We went to see Tricicle tonight. This is part of the Otago Festival of the Arts, and consists of three Spanish mimes (who occasionally speak or make noises): Eduard Méndez, Antonio Del Valle, Fedor De Pablos. These aren’t the original three guys, apparently, but members of a sister company that tours internationally. I’m not entirely sure that I understand how it all works, even after reading the info on the website, but the original three members are still working together after thirty years, and still producing new shows on a fairly regular basis.
What we saw tonight, I think, is some of the best sketches the original company produced. If these three guys are the originals, they’re certainly well up to scratch, and their performances are top notch. They had the audience in fits from the very beginning, and there was little respite at any point afterwards.
There’s lots of interaction with the audience, so it was worth being downstairs. Apparently the people upstairs missed a lot of went on in the stalls, where newspapers were tossed back and forth between the performers and the audience, or people were picked out for a boxing match, or a pretty girl was invited to blow kisses, or some people supposedly upset one of the performers and was given dirty looks for ages afterwards.
The highlight is the skit with the three dressed as babies, in nothing but floppy and possibly poo-filled nappies. They totter around the stage threatening to fall over constantly, and their arms flap around in a fairly useless fashion. They play with a giant size ball, knocking each other over, or themselves, and in general create chaos with the minimum of material.

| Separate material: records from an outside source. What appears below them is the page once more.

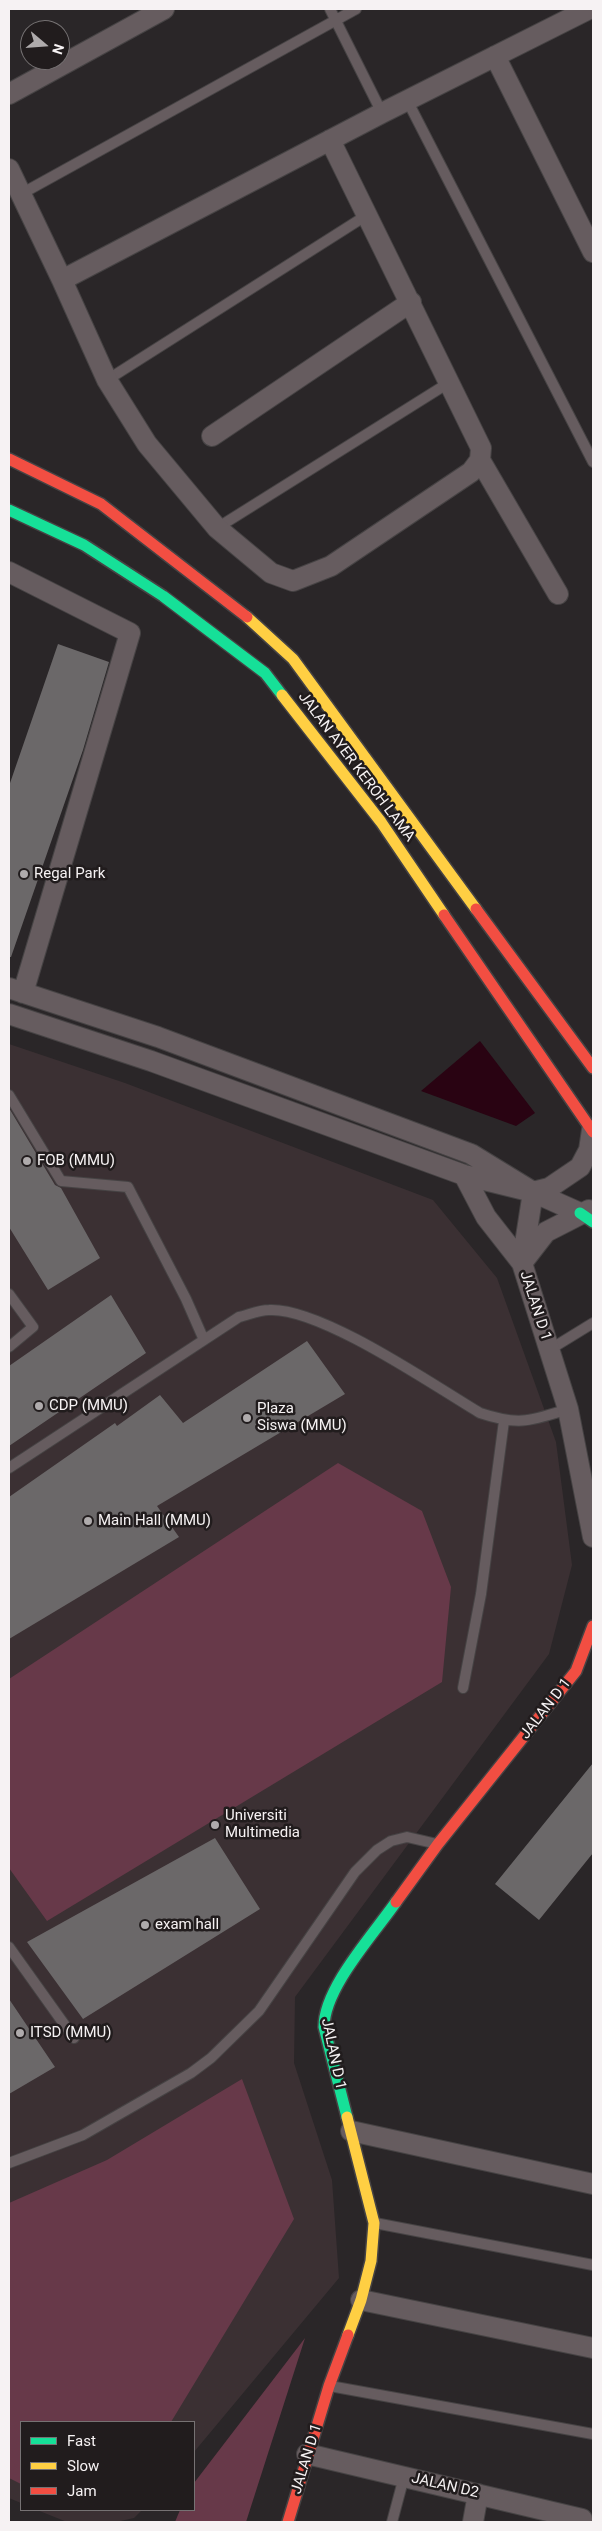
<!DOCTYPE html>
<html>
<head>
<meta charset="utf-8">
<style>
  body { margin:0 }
  #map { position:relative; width:602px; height:2531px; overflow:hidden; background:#2a2628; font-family:Roboto,sans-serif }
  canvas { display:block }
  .frame { position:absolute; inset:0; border:10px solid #f6f2f3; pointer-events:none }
  .legend { position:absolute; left:20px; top:2421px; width:175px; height:90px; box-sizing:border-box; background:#211c1d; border:1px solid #767273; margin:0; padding:6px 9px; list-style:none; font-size:15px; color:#f6f2f3 }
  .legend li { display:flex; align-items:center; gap:10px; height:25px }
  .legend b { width:25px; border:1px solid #767273 }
  .north { position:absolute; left:20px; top:20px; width:50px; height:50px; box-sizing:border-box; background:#211c1d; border:1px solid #767273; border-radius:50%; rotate:108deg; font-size:14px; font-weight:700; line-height:20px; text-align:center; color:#f6f2f3 }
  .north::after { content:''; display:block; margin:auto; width:18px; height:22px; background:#afabac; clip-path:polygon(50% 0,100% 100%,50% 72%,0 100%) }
</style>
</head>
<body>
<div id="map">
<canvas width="602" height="2531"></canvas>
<div class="frame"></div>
<ul class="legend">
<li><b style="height:6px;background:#16e098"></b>Fast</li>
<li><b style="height:6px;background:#ffcf43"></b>Slow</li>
<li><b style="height:6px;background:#f24e42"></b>Jam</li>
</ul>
<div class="north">N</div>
</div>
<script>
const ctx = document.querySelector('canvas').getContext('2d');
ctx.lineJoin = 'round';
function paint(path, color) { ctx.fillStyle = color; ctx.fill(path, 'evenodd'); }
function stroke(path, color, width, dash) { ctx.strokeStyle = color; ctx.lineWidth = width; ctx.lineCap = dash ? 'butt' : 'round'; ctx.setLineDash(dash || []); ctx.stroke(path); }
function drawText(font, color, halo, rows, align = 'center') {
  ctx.font = font + ' Roboto,sans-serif'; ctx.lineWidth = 5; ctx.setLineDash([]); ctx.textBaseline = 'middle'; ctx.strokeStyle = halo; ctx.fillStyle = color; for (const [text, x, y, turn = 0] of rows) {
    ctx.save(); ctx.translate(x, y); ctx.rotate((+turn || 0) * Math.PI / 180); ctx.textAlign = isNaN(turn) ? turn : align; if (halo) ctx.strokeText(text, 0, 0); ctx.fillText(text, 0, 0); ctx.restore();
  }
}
paint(new Path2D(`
  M9,1044L125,1083L433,1200L497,1278L556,1442L572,1565L549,1654L295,1997L294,2063L332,2180L339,2278L194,2452V2422H21V2503L9,2498Z
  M37,2510H142L134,2518L116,2522H67Z`), '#3b3033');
paint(new Path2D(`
  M338,1463L422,1511L451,1587L442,1682L47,1921L9,1868V1679Z
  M242,2079L294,2219L171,2422H21V2484L9,2478V2203L107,2160Z
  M305,2338L246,2522H175L180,2510H194V2483Z`), '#673949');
paint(new Path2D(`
  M480,1041L535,1113L516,1126L421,1091Z`), '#290312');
paint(new Path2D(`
  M58,644L109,662L83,750L11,957H9V786Z
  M9,1108L55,1185L61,1188L100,1258L48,1290L9,1227Z
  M111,1295L146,1353L9,1446V1366Z
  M307,1341L345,1394L157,1506L179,1537L9,1639V1497L115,1423L117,1426L160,1395L183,1423Z
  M593,1763V1853L539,1920L495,1884Z
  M215,1838L260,1909L83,2019L27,1942Z
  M9,1999L55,2067L9,2094Z`), '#6b6869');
const lane = new Path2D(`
  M330,9L382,113
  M407,100L593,462
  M21,194L356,9
  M107,380L367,215
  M217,528L450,382
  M9,1095L61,1181L128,1187L186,1299L204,1340
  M9,1294L33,1327L9,1347
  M549,1350L593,1323
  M9,1468L239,1317C248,1315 259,1310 269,1310C320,1307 433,1385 480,1413C519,1426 530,1421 568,1409
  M463,1688L481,1594L504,1421
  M9,1947L74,2038
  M9,2163L83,2135L191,2073L211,2058L259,2011L355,1872L377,1850L391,1841L407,1837L437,1844
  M375,2223L593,2265
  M330,2386L593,2434
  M392,2522L404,2477`);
const street = new Path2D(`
  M495,56L593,252
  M9,94L164,9
  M9,169L62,280L382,113L589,9
  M62,280L107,380L147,444L217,528L271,573L293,581L331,566L471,472L480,460L481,448L330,140
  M212,436L411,302
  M480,460L558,594
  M9,572L130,633L23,993
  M9,988L158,1037L471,1154L533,1192L580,1213
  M9,1014L151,1061L464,1175L533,1192L549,1188L580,1167L589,1150L592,1130
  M464,1175L486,1217L522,1263L546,1232L589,1210
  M533,1192L522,1263L568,1409L593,1537
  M351,2131L593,2184
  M361,2300L593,2348
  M307,2454L582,2519
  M473,2522L478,2494`);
const fast = new Path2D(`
  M9,510L84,545L163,596L265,673L282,695
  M580,1213L593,1222
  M347,2117L324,2027C324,1988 373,1935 396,1902`);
const slow = new Path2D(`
  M247,617L293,659L476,909
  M282,695L381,822L444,915
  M347,2117L374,2223L371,2261L361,2300L348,2335`);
const jam = new Path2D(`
  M9,459L101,504L247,617
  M476,909L593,1068
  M444,915L593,1132
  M396,1902L438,1844L576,1671L593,1626
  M288,2522L329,2386L348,2335`);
stroke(lane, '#464344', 12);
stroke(street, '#464344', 22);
stroke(fast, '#464344', 14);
stroke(slow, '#464344', 14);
stroke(jam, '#464344', 14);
stroke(lane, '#665c5f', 10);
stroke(street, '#665c5f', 20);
stroke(fast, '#16e098', 11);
stroke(slow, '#ffcf43', 11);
stroke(jam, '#f24e42', 11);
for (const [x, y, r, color] of [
  [24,874,5,"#afabac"],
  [27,1161,5,"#afabac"],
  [39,1406,5,"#afabac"],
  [247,1418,5,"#afabac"],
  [88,1521,5,"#afabac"],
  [215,1825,5,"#afabac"],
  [145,1925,5,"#afabac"],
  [20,2033,5,"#afabac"]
]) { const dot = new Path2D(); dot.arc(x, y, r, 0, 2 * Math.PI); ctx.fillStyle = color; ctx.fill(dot); stroke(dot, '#211c1d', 2); }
drawText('15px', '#f6f2f3', '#211c1d', [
  ["JALAN AYER KEROH LAMA",356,767,53],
  ["JALAN D 1",535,1306,72],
  ["JALAN D 1",546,1709,-52],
  ["JALAN D 1",333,2054,78],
  ["JALAN D 1",307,2459,-73],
  ["JALAN D2",445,2486,13]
]);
drawText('15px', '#f6f2f3', '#211c1d', [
  ["Regal Park",34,874],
  ["FOB (MMU)",37,1161],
  ["CDP (MMU)",49,1406],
  ["Plaza",257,1409],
  ["Siswa (MMU)",257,1426],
  ["Main Hall (MMU)",98,1521],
  ["Universiti",225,1816],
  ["Multimedia",225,1833],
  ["exam hall",155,1925],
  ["ITSD (MMU)",30,2033]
], 'left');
</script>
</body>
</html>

In other scenes all three are boxers in the same ring, or two are tennis players trying to hit a ball that’s actually connected to a long rod held by the umpire, or their three hoons trying to work out how many things they can do with three toilet seats, or a couple of them are airhostesses on a rather dodgy plane (that was when the newspapers got thrown everywhere, the audience joining in with delight). There’s a long sequence in a dentist’s waiting room that builds up more as each one of the cast comes in. There are some props in this: a metal lamp that each of the cast gets their head caught in at some point, and is later used for a variety of other less lamplike purposes; a couch that insists on making rude noises when sat on, and an armchair that apparently has no seat, so that whoever sits in it almost vanishes. There’s a very supple coat rack as well.
But often there’s hardly a prop in sight. The three have utterly flexible bodies, and faces, and do most of what they make us laugh with, with these alone.